The equestrian statue of Louis XIV was designed with his earlier work in Rome on The Vision of Constantine in mind, with both horses striking similar poses and neither riders holding reins or stirrups. Whereas Constantine's gestures were raised above him to convey the vision of the Holy Cross and God above him, the Sun King’s gestures are grounded to convey his mundane and non-divine power in an act that Bernini termed as an ‘act of majesty and command'.
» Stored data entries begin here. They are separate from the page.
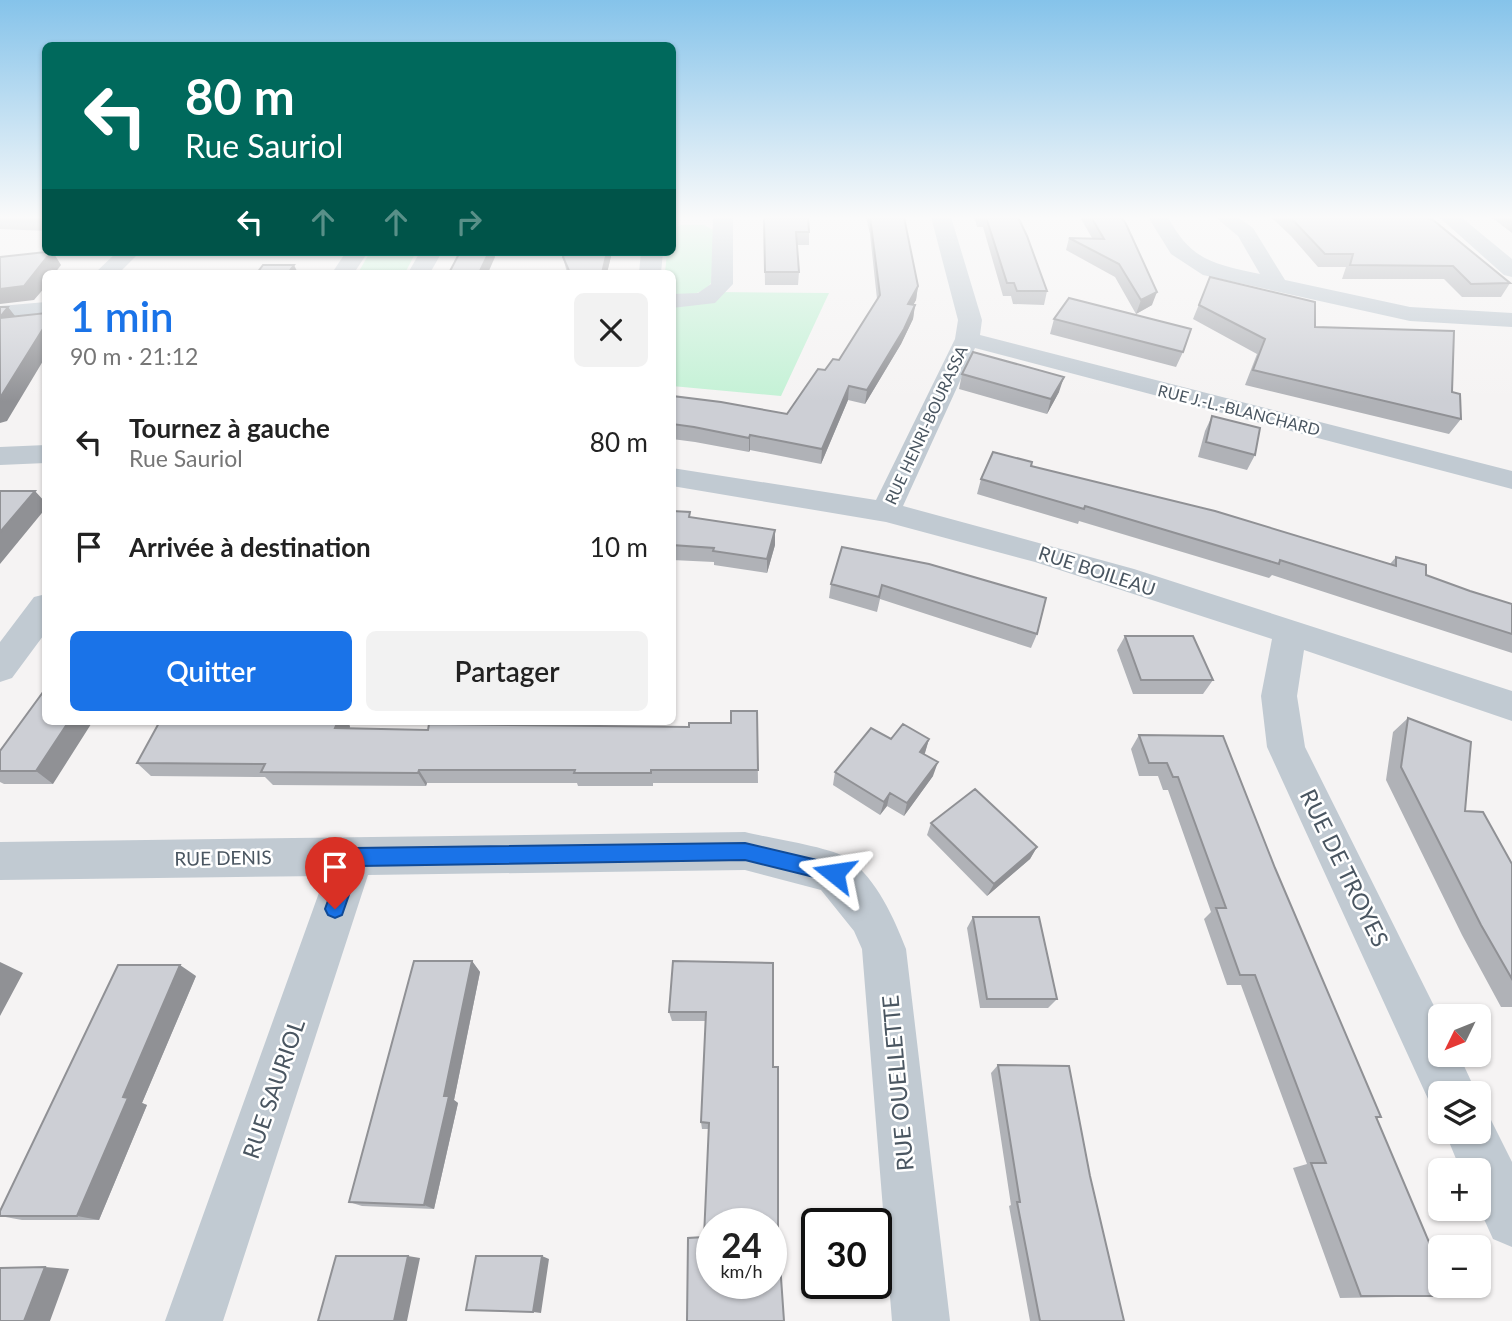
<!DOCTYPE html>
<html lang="fr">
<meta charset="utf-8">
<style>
:root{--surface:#fff;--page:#f2f2f2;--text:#222;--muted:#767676;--accent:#1a73e8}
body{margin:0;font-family:Lato,sans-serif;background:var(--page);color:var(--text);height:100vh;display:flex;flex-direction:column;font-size:26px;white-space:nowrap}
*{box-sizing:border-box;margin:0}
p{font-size:23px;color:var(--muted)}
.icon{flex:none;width:38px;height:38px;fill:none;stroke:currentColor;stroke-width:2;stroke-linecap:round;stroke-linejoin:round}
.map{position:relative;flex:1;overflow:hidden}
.details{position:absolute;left:42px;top:270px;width:634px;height:455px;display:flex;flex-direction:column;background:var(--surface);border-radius:10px;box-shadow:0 2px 5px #0004}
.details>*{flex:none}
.top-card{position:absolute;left:42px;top:42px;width:634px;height:214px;border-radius:10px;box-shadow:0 2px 5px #0004;background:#00695c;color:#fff;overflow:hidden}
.needle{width:46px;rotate:227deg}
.buttons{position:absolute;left:1428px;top:1004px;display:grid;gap:14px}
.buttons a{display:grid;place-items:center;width:63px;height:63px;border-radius:10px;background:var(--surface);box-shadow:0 2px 5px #0004;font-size:35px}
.speed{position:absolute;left:696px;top:1208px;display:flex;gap:14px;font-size:35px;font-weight:700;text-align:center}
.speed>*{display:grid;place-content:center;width:91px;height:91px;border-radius:50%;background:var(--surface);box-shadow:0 2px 5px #0004;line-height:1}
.speed small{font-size:18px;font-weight:400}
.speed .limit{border:4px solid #111;border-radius:10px;background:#fff;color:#111}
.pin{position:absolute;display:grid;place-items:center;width:60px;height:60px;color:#fff;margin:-72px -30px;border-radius:50% 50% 50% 0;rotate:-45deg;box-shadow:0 0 7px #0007}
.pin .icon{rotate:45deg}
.me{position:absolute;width:77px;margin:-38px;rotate:285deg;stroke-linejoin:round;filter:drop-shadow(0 0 5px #0008)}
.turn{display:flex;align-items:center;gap:24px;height:147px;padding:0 28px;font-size:32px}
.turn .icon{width:91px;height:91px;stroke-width:2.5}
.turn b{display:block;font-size:49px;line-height:60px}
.lanes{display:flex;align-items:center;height:66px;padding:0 28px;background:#0003;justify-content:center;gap:35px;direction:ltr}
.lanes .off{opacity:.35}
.round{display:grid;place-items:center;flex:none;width:74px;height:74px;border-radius:10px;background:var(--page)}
.summary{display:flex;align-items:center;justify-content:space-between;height:119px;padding:0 28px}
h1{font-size:42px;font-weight:600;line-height:52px;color:var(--accent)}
.action{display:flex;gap:14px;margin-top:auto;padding:14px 28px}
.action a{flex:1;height:80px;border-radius:10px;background:var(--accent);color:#fff;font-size:28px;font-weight:600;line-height:80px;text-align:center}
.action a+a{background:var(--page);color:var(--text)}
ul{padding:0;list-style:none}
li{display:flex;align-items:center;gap:21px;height:105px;padding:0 28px}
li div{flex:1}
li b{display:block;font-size:26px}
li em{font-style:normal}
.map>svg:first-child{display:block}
</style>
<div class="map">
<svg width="1512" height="1321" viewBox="0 0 1512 1321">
<rect width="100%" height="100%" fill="#f5f3f3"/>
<path fill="#c3f1d5" d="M681,225H704L715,231L711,283C702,296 687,295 672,294V273H665L667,252H672V229Z
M370,252H416L405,273H358Z
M717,292L829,293L781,396L672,386V301Z"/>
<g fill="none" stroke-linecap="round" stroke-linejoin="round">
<path fill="#c1cad2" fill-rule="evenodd" d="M713,217H733V284L715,303L672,308V294L698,293L711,284Z
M931,217H951L982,320L980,335L1512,471V489L975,348L903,506L1134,569L1512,691V721L1304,650L1297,696L1305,747L1440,1018V1055H1459L1477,1094H1440V1114L1434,1112L1267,747L1261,696L1272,639L1035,562L886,522L672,486V468L876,500L955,339L958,320Z
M1148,217H1168C1191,261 1214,264 1260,274L1238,236L1215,217H1238L1253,228L1285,280L1410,307L1512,313V327L1410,321L1203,275L1171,254Z
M1439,217H1461L1512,259V277L1504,275Z
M117,252H140L119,273H95Z
M346,252H368L354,273H332Z
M420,252H442L430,273H408Z
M641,252H663L661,273H639Z
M46,302V316L0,320V306Z
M46,445V463L0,465V447Z
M46,594V632L12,678L0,682V642L34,597Z
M745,832C768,838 832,847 849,859C877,880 894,918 906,949L950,1321H892L862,949L854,931L821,890L745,870L368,875L223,1321H165L325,876L0,880V842Z
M1479,1110L1488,1114L1512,1162V1247L1493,1239L1479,1208V1171H1461L1445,1132H1479Z"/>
</g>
<path fill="#b0b2b7" d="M0,217H46V231L0,229Z
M764,217L809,232V245H797L799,272L798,285H765Z
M866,217H904L918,286L916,300L913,305H915L913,319L901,344L865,404L848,400L821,464L750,450L749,452L695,442L672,439V396L787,414L825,370L839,360L877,299L870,234Z
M974,217H1018L1047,291L1044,305L1013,304L1011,296H1003L983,227H977Z
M1080,217H1121L1152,305L1136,314L1115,277L1066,250L1069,238H1092Z
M1271,217H1424L1510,283L1501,297H1462L1444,279H1342L1346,267H1318L1291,236Z
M1491,217H1512V233Z
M565,252H612L607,273H567L563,257Z
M1210,277L1452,392L1461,419L1449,434L1245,385L1257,354L1193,319Z
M1054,319L1183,352L1176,367L1050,334Z
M962,374L1059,392L1047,414L959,389Z
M1212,416L1255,455L1247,470L1198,457L1205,431Z
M1031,466L1390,564L1396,557L1426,575L1470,591L1512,604V653L1272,575L1269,578L1079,521L1078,524L977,494L981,479Z
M672,511L690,517L775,530V545L767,573L714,565V562L672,560Z
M842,547L1037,634L1031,648L880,599L877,612L829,598L831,584Z
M1125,636L1213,680L1203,694H1133L1117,650Z
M46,688L53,784H4L0,782V751Z
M757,711L758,783H653V786H578L577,783H427L426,786L273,785L265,777L151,776L137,763L350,726V728L428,730L689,727L731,723Z
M1408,718L1465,811L1512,864V1007H1501L1462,935L1386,780L1393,732Z
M1139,735L1275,868L1381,1117L1376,1119L1452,1296L1340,1298L1293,1168L1307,1164L1241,985H1227L1204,919L1211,912L1168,790H1163L1158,776H1139L1131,749Z
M891,739H929L924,755L933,776L904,816L887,806L880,815L833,785L835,772Z
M931,823L1037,847L1030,859L987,896L927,835Z
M973,917L1057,999L1048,1008H980L967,928Z
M472,961L480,972L454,1100L458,1103L434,1209L362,1206L349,1202Z
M673,961L773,1067L778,1234L704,1237L709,1129H702L701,1122L706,1021H672L669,1012Z
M196,976L142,1103L147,1105L99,1220H22L0,1216Z
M998,1065L1090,1176L1124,1321H1030L1009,1206L1011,1205L991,1073Z"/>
<path fill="#909195" d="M51,252H53L61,265L55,273H46V286L34,300L0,304V289Z
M489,252H494L495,257L488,273H479Z
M607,252H612L607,273H602Z
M294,265L298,273H288Z
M918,286L916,300L906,318L908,304Z
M1157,292L1152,305L1136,314L1141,300Z
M915,305L913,319L901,344L865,404L867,390Z
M8,307L19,321L0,317Z
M46,324V356L7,421L0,423V398Z
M1064,377L1059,392L1047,414L1051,399Z
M849,386L848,400L821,464L822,449Z
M750,435V450L749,452V438Z
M35,491L46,503V508L0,564V532Z
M775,530V545L767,573V559Z
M69,721H93L53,784L36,771Z
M338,721H347L350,726L345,742L335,728Z
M929,739L925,753L916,765L920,752Z
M938,762L933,776L904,816L907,803Z
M419,770L427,783L426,786L418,773Z
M890,793L887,806L880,815L884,802Z
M1037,847L1030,859L987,896L994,884Z
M472,961L480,972L454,1100L458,1103L434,1209L424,1205L444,1096Z
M0,962L23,973L0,1016Z
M180,965L196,976L142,1103L147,1105L99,1220L77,1216L123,1097Z
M408,1256L420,1258L407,1321H394Z
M542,1256L549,1259L541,1313L533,1312Z
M45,1267L69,1269L50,1321H24Z"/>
<path fill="#cdcfd5" stroke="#909195" stroke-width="2" fill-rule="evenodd" d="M0,217H46V219Z
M764,217H808L809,232H796L799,272H765Z
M870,217H904L918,286L908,304L915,305L904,329L867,390L849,386L822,449L750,435L749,438L694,427L672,424V396L721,402L787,414L818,369L825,370L833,359L839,360L880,295Z
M986,217H1018L1027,236L1047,291H1017L1014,283H1007Z
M1091,217H1121L1126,224L1157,292L1141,300L1119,264L1069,238L1104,239Z
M1290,217H1424L1433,220L1510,283L1471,284L1453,266L1350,265L1353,254H1325Z
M46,252H51L24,286L0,289V257Z
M460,252H489L479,273H449Z
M565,252H607L602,273H570L563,257Z
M263,265H294L288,273H257Z
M1210,277L1315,302V327L1454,331L1452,392L1460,394L1461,419L1253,370L1265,339L1199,305Z
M1069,298L1191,329L1183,352L1054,319Z
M0,307H8L0,317Z
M46,313V324L0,398V318Z
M973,352L1064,377L1051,399L962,374Z
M1212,416L1260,428L1255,455L1206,442Z
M993,452L1032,462L1031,466L1215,511L1396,566V557L1426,565V575L1470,591L1512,604V634L1280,560L1279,564L1085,506L1084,509L981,479Z
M0,491H35L0,532Z
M672,511L690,512L689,517L775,530L767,559L713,551L714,548L672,545Z
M842,547L929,564L1046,598L1037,634L882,585L879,597L831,584Z
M1125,636H1193L1213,680H1141Z
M46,688V721H69L36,771H0V751Z
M731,711H757L758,770H651V773H574L575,770H419L418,773L261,772L265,764L137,763L160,721H338L335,728L428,730L429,724L689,727V723H731Z
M1408,718L1471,742L1465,811L1483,812L1512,864V979L1481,925L1401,767Z
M903,724L929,739L920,752L938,762L907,803L890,793L884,802L835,772L871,728L891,739Z
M1139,735L1223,736L1275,868L1381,1117H1376L1440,1268V1286H1448L1452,1296H1361L1311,1163H1326L1255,975H1240L1216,908H1226L1178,777H1173L1167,763H1149Z
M975,789L1037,847L994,884L931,823Z
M973,917H1039L1057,999H987Z
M414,961H472L444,1096H449L424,1205L349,1202Z
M673,961L773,963V1067H778V1234L784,1321H687L688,1238L704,1237L709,1123L701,1122L706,1012H669ZM712,1223H772V1283H712Z
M118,965H180L123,1097L128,1098L77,1216H0V1211Z
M998,1065L1069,1066L1090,1176L1124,1321H1040L1017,1202H1020Z
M336,1256H408L394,1321H318Z
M476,1256H542L533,1312L466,1310Z
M45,1267L24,1321H0V1268Z"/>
<linearGradient id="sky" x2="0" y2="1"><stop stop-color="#85c3ea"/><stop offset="0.54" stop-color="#fafafa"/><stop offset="1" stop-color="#fafafa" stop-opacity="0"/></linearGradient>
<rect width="1512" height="402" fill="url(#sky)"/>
<path fill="#1a73e8" stroke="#114b97" stroke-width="2" d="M745,843L834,864L840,866L843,873L840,879L834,882L745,860L359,866L342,915L335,918L328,915L325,909L346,851L353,848Z"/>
<g text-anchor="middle" stroke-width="5" stroke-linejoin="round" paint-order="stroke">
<g font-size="16" fill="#4a5661" stroke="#fff">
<text transform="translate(1239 410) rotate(14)" y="6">RUE J.-L.-BLANCHARD</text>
<text transform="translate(926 425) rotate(-65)" y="6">RUE HENRI-BOURASSA</text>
</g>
<g font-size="19" fill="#4a5661" stroke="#fff">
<text transform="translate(1097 571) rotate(18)" y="7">RUE BOILEAU</text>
<text transform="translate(223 858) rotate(-1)" y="7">RUE DENIS</text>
</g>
<g font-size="23" fill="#4a5661" stroke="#fff">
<text transform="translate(1344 868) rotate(64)" y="8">RUE DE TROYES</text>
<text transform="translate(898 1083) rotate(-95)" y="8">RUE OUELLETTE</text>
<text transform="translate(274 1089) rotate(-71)" y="8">RUE SAURIOL</text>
</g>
</g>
</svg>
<div class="buttons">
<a><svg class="needle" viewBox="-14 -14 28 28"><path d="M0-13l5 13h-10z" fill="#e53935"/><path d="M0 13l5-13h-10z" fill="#767676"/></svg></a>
<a><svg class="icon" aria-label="layers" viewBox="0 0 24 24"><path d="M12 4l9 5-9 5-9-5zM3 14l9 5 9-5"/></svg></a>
<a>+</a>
<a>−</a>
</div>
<div class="speed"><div>24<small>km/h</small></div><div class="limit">30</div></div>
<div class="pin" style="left:335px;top:909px;background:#d93025"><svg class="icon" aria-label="arrive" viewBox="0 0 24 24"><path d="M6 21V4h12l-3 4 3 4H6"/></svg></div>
<svg class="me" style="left:834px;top:873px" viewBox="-20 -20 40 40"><path d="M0-17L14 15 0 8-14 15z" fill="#1a73e8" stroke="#fff" stroke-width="4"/></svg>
<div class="top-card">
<div class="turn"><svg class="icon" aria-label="left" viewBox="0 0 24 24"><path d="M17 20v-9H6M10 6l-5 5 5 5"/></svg><div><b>80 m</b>Rue Sauriol</div></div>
<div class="lanes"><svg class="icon" aria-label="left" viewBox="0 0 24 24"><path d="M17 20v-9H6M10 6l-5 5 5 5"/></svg><svg class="icon off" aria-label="ahead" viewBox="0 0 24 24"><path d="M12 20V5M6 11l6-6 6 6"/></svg><svg class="icon off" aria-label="ahead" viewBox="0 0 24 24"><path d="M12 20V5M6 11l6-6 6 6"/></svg><svg class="icon off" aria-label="right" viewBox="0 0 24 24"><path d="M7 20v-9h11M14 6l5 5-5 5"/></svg></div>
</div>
<section class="details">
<div class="summary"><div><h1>1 min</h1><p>90 m · 21:12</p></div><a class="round"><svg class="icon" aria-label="close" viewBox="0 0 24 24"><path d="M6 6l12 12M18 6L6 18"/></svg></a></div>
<ul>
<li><svg class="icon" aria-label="left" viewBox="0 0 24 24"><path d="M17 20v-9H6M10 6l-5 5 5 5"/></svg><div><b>Tournez à gauche</b><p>Rue Sauriol</p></div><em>80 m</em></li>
<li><svg class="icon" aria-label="arrive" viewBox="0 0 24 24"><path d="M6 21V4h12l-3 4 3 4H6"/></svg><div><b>Arrivée à destination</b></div><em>10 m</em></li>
</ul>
<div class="action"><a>Quitter</a><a>Partager</a></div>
</section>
</div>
Unlike the statue of Constantine the Great, the statue of Louis XIV had been carved from a single block of stone, to be 'the largest ever seen in Rome," according to early biographers.

== Later changes ==

=== Recutting ===
In 1687, Francois Girardon was tasked with amending Bernini's sculpture. When recut by François Girardon the equestrian statue was re-purposed to depict Marcus Curtius, an ancient Roman hero. In his story, an abyss appeared in the middle of the Roman Forum that only the sacrifice of Rome's greatest possession would close. As a result Curtius determined that Rome's most prized possession was the bravery of its soldiers and hurled himself into the abyss while riding his horse, closing it.

Girardon, the director of the Académie royale de peinture et de sculpture, and the governor of all royal commissions of sculpture, carved the head and the horse’s support, adding a helmet and flames while changing the face. This narrative was viewed as better fitting the contortions of the horse, which did not depict a high level of horsemanship. Bernini had opted for movement instead of poise which was not well received by Louis XIV

Two major elements were changed; the flowing hair at the back of Louis XIV’s head was converted into the casque of a crested helmet and the flags were converted into a mass of flames at the horse’s feet.